**Extracted material**

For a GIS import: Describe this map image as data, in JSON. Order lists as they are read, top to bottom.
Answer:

==

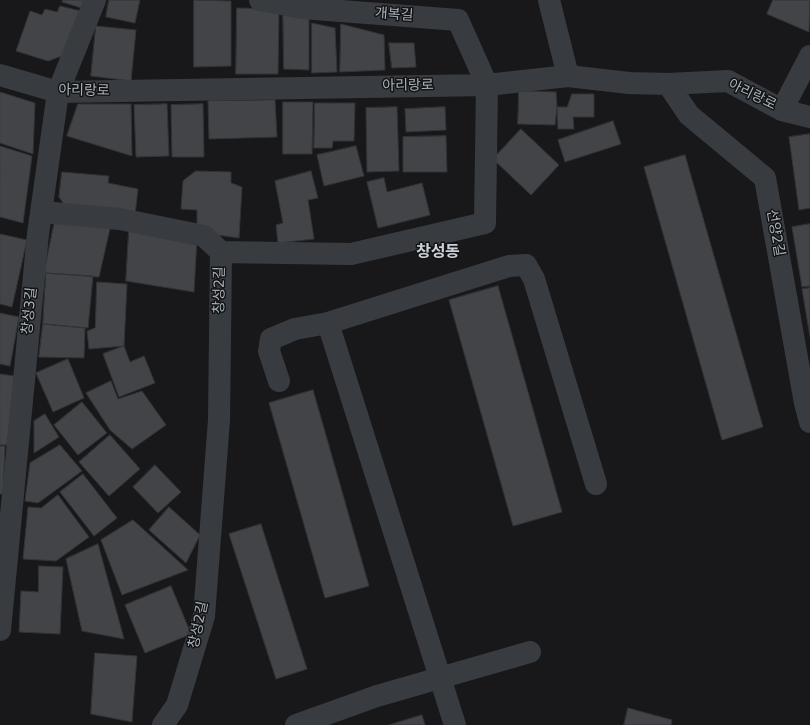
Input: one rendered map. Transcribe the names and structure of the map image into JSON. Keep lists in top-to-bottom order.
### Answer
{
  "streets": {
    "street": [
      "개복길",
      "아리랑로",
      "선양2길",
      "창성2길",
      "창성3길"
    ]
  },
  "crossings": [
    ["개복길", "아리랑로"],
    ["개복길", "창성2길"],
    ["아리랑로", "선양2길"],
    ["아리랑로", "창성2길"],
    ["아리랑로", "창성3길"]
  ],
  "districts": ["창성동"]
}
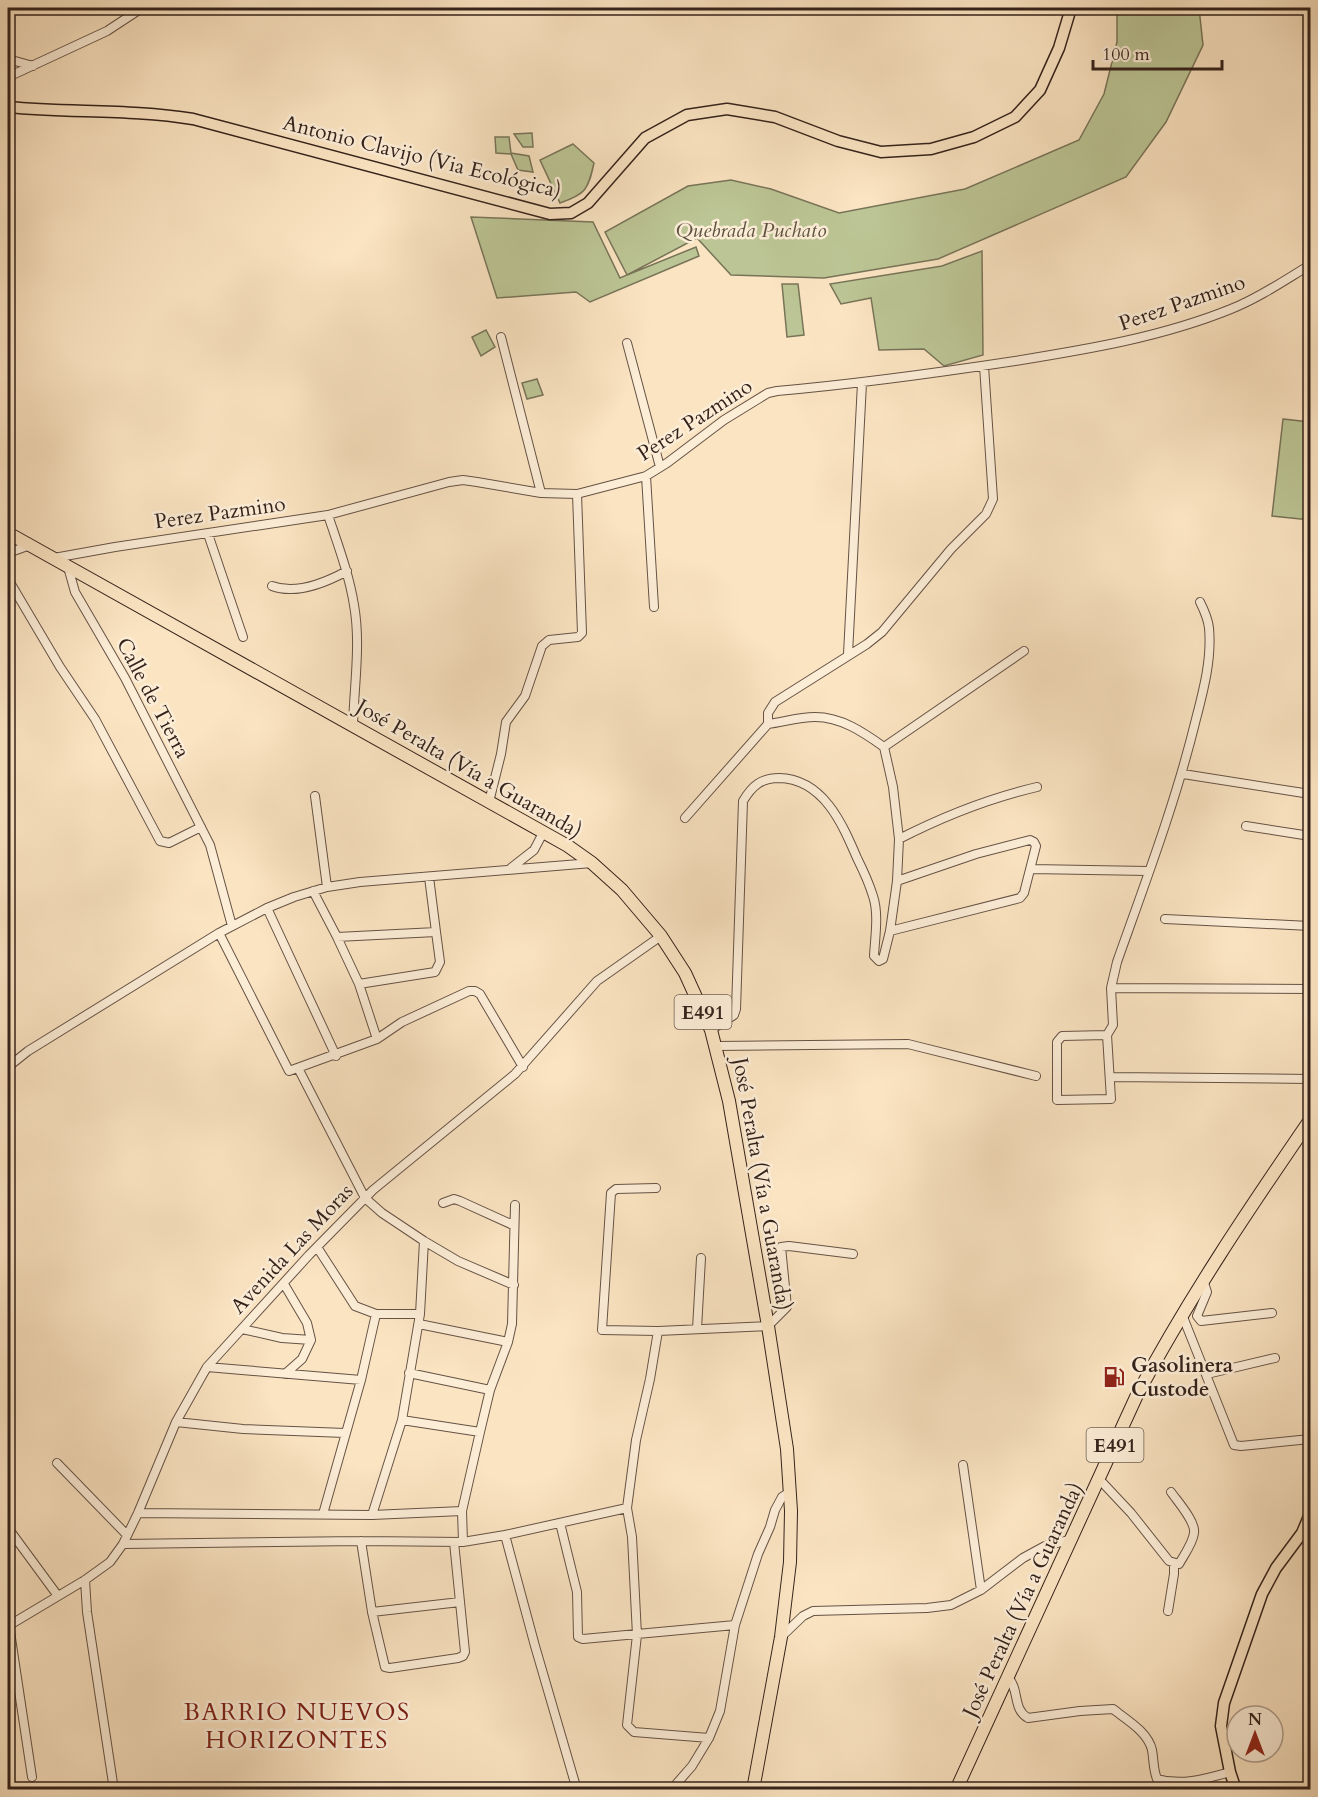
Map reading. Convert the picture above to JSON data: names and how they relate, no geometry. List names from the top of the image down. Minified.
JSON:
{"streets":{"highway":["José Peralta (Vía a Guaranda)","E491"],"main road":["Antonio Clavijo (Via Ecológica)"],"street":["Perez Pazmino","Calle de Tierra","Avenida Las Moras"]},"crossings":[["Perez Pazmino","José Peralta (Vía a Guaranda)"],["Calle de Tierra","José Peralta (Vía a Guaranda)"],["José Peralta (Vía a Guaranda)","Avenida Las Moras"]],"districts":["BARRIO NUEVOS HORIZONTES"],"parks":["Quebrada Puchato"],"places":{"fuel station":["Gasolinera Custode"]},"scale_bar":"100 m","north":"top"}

**Your task**
Using the records above, say how many lines contain the string "bottom"; offer no other text.

**Expected answer**
2